**WHAT YOU SHOULD DO**
Go to the line below containing "M428 498 430 511 401 520 400 507Z" and print exactly from there through the line containing "M579 414 612 426 581 437 548 425Z", both included. Print nothing else.

**Entries taken from a collection**
BEGIN
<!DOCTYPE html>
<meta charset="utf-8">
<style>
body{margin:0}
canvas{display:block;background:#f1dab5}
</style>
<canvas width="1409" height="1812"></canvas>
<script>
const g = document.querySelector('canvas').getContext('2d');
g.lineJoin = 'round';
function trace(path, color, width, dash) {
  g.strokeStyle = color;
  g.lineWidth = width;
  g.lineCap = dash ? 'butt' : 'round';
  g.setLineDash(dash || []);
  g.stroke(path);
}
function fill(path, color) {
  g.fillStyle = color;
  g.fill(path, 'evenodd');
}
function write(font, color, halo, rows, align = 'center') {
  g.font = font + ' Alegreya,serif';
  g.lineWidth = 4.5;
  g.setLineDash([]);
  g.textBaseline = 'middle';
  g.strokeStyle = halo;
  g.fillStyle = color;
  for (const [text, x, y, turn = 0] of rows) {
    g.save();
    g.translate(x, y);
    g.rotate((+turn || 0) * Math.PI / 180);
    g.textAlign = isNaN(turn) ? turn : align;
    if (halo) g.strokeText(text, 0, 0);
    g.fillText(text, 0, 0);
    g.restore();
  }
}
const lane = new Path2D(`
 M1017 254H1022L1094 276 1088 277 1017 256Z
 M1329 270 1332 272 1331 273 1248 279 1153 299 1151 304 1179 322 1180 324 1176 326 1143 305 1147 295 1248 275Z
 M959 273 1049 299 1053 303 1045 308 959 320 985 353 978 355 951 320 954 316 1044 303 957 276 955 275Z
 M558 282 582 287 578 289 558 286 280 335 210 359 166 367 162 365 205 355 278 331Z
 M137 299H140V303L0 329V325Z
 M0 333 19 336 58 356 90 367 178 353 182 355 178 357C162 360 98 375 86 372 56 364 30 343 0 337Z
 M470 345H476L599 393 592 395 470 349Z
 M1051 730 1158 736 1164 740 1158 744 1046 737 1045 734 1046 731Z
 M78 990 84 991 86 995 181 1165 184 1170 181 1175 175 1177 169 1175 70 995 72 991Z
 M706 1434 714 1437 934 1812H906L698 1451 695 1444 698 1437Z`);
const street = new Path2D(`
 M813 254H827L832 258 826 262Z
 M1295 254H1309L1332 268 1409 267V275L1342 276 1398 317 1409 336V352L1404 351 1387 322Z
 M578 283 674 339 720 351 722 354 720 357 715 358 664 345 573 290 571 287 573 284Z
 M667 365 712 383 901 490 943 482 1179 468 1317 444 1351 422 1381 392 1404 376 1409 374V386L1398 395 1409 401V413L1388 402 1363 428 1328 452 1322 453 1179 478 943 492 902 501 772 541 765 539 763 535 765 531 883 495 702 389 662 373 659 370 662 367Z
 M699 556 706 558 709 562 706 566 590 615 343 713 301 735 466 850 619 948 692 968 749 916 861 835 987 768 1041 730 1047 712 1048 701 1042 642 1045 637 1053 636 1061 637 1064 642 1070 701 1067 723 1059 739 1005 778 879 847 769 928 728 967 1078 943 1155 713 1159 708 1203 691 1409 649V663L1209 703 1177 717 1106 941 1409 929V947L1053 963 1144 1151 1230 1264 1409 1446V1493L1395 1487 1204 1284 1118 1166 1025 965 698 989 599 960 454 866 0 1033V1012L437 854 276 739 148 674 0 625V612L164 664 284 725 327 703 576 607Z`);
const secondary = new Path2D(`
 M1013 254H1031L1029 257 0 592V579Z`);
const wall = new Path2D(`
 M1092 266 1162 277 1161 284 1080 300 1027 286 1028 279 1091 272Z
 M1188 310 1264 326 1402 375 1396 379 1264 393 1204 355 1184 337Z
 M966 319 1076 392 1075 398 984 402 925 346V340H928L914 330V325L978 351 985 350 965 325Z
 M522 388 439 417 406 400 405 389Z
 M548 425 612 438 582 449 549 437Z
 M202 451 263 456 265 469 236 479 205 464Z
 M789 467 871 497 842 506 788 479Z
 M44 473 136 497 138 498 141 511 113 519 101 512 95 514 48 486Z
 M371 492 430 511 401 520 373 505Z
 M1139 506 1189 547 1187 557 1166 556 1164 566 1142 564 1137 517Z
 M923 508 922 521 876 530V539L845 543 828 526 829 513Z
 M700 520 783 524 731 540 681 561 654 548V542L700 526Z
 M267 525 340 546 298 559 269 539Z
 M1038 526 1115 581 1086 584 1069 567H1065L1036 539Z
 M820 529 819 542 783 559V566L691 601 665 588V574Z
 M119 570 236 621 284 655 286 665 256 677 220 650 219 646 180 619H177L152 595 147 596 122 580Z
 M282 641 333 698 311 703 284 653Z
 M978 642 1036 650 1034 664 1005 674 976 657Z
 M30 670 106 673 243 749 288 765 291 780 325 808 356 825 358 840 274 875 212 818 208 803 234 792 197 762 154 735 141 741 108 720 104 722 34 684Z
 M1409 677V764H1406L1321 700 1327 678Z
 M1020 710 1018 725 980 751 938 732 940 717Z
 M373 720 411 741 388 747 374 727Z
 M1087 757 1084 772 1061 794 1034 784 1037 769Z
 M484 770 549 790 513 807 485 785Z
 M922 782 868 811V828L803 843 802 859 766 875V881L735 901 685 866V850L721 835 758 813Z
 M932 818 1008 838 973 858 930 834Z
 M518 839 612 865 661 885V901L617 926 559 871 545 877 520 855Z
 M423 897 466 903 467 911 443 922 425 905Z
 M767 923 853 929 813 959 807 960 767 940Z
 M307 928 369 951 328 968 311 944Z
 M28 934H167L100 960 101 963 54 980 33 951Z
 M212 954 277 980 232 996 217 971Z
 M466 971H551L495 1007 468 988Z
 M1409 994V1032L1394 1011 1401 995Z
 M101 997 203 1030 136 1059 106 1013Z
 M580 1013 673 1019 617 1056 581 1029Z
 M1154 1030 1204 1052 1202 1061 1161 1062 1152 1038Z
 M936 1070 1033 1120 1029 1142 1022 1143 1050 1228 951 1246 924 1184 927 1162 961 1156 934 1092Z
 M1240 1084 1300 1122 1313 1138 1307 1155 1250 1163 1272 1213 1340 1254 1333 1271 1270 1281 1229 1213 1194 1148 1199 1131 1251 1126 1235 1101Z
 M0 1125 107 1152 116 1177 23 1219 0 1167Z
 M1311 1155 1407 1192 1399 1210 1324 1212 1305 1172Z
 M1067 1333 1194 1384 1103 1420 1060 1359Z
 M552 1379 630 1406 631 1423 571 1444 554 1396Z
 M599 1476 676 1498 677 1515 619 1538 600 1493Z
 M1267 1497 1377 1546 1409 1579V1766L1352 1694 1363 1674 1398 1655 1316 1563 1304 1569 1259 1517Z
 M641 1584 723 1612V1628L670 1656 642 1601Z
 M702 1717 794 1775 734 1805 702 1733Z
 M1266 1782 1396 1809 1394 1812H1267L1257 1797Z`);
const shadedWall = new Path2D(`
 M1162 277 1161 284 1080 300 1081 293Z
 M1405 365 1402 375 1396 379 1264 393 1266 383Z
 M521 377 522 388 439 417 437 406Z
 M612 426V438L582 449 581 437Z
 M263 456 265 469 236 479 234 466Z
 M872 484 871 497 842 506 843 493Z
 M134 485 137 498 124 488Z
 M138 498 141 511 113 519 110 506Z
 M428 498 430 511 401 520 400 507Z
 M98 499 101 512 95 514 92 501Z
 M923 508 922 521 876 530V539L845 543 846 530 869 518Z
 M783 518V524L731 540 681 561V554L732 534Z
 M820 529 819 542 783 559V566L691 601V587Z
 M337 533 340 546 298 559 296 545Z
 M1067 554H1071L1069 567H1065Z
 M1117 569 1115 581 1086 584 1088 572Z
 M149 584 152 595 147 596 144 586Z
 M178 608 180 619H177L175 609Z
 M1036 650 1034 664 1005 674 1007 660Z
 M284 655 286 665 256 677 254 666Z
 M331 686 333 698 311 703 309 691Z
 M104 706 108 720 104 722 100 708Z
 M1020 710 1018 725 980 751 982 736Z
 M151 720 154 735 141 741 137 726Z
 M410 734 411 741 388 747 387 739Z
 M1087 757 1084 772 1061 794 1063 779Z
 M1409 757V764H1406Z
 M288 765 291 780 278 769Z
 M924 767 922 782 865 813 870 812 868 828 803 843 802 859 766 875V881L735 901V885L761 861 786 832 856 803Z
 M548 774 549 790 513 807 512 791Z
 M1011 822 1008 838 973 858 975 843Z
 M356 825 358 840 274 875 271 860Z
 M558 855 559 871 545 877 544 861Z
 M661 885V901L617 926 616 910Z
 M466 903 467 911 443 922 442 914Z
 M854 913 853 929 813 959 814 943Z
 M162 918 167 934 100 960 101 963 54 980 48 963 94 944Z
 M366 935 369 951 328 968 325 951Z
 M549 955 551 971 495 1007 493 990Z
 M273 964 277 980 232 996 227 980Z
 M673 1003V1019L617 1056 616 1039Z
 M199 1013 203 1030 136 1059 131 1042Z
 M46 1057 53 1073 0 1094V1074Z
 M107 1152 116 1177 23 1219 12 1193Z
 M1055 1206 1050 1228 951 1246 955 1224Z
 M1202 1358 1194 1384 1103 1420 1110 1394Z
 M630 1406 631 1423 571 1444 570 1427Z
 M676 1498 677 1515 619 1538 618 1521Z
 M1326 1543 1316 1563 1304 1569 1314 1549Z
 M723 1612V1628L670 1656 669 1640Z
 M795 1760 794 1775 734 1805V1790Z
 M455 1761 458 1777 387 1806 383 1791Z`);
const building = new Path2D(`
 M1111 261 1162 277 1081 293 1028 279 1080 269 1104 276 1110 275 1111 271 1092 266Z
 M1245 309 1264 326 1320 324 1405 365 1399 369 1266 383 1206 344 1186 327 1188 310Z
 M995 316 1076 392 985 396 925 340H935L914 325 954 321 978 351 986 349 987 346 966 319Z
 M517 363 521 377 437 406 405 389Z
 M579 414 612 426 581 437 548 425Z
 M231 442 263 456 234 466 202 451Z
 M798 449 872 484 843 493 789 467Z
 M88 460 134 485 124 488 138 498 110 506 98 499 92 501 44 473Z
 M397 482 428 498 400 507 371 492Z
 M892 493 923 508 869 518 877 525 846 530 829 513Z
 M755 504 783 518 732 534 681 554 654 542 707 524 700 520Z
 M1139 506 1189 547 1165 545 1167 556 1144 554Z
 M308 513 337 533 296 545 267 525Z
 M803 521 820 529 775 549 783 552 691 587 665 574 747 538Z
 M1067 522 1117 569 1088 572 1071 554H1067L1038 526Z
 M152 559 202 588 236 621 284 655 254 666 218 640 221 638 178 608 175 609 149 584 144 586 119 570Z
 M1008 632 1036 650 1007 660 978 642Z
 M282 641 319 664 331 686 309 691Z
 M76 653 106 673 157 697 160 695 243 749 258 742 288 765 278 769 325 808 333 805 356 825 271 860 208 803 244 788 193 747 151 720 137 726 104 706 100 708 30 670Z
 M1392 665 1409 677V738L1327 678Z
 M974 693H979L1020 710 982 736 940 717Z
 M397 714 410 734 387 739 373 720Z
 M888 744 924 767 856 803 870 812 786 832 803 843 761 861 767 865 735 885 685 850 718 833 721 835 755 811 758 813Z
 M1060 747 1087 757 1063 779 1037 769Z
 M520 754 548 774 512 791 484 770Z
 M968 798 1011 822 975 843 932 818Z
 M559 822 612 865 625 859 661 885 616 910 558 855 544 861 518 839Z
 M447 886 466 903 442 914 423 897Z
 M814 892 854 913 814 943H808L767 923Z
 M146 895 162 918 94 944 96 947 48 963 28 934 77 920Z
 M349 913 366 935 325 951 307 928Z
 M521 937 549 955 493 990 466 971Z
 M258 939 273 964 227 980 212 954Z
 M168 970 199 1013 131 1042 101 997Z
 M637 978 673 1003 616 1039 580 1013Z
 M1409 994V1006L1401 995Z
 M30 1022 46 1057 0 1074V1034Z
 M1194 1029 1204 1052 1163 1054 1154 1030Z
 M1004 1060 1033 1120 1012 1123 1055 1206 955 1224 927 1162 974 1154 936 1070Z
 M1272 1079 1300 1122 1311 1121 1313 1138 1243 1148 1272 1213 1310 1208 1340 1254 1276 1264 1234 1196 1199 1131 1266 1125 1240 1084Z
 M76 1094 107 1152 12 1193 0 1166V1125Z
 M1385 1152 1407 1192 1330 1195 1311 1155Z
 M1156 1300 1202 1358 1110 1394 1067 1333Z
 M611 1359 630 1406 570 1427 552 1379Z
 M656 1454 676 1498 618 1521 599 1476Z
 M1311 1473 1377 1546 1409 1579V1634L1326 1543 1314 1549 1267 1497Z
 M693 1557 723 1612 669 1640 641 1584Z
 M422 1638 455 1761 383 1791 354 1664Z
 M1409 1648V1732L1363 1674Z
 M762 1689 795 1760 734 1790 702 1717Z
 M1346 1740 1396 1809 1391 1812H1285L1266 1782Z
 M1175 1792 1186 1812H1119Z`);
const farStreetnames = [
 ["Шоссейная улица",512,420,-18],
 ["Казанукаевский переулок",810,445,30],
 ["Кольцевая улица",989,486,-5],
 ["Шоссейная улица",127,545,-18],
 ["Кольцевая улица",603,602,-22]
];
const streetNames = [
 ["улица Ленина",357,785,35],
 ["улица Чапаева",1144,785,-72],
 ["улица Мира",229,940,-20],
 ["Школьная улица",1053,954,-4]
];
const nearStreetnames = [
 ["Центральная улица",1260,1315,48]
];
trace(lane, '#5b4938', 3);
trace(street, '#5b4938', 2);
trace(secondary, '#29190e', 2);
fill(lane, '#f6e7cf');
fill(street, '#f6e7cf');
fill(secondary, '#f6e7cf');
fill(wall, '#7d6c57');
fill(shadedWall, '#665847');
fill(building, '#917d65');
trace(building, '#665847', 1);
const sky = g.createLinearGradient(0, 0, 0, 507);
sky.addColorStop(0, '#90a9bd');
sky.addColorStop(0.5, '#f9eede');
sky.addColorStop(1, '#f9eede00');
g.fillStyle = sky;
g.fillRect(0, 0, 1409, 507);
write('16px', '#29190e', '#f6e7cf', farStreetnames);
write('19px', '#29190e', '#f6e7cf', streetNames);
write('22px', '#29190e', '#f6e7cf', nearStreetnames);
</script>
END
**RESPONSE**
 M428 498 430 511 401 520 400 507Z
 M98 499 101 512 95 514 92 501Z
 M923 508 922 521 876 530V539L845 543 846 530 869 518Z
 M783 518V524L731 540 681 561V554L732 534Z
 M820 529 819 542 783 559V566L691 601V587Z
 M337 533 340 546 298 559 296 545Z
 M1067 554H1071L1069 567H1065Z
 M1117 569 1115 581 1086 584 1088 572Z
 M149 584 152 595 147 596 144 586Z
 M178 608 180 619H177L175 609Z
 M1036 650 1034 664 1005 674 1007 660Z
 M284 655 286 665 256 677 254 666Z
 M331 686 333 698 311 703 309 691Z
 M104 706 108 720 104 722 100 708Z
 M1020 710 1018 725 980 751 982 736Z
 M151 720 154 735 141 741 137 726Z
 M410 734 411 741 388 747 387 739Z
 M1087 757 1084 772 1061 794 1063 779Z
 M1409 757V764H1406Z
 M288 765 291 780 278 769Z
 M924 767 922 782 865 813 870 812 868 828 803 843 802 859 766 875V881L735 901V885L761 861 786 832 856 803Z
 M548 774 549 790 513 807 512 791Z
 M1011 822 1008 838 973 858 975 843Z
 M356 825 358 840 274 875 271 860Z
 M558 855 559 871 545 877 544 861Z
 M661 885V901L617 926 616 910Z
 M466 903 467 911 443 922 442 914Z
 M854 913 853 929 813 959 814 943Z
 M162 918 167 934 100 960 101 963 54 980 48 963 94 944Z
 M366 935 369 951 328 968 325 951Z
 M549 955 551 971 495 1007 493 990Z
 M273 964 277 980 232 996 227 980Z
 M673 1003V1019L617 1056 616 1039Z
 M199 1013 203 1030 136 1059 131 1042Z
 M46 1057 53 1073 0 1094V1074Z
 M107 1152 116 1177 23 1219 12 1193Z
 M1055 1206 1050 1228 951 1246 955 1224Z
 M1202 1358 1194 1384 1103 1420 1110 1394Z
 M630 1406 631 1423 571 1444 570 1427Z
 M676 1498 677 1515 619 1538 618 1521Z
 M1326 1543 1316 1563 1304 1569 1314 1549Z
 M723 1612V1628L670 1656 669 1640Z
 M795 1760 794 1775 734 1805V1790Z
 M455 1761 458 1777 387 1806 383 1791Z`);
const building = new Path2D(`
 M1111 261 1162 277 1081 293 1028 279 1080 269 1104 276 1110 275 1111 271 1092 266Z
 M1245 309 1264 326 1320 324 1405 365 1399 369 1266 383 1206 344 1186 327 1188 310Z
 M995 316 1076 392 985 396 925 340H935L914 325 954 321 978 351 986 349 987 346 966 319Z
 M517 363 521 377 437 406 405 389Z
 M579 414 612 426 581 437 548 425Z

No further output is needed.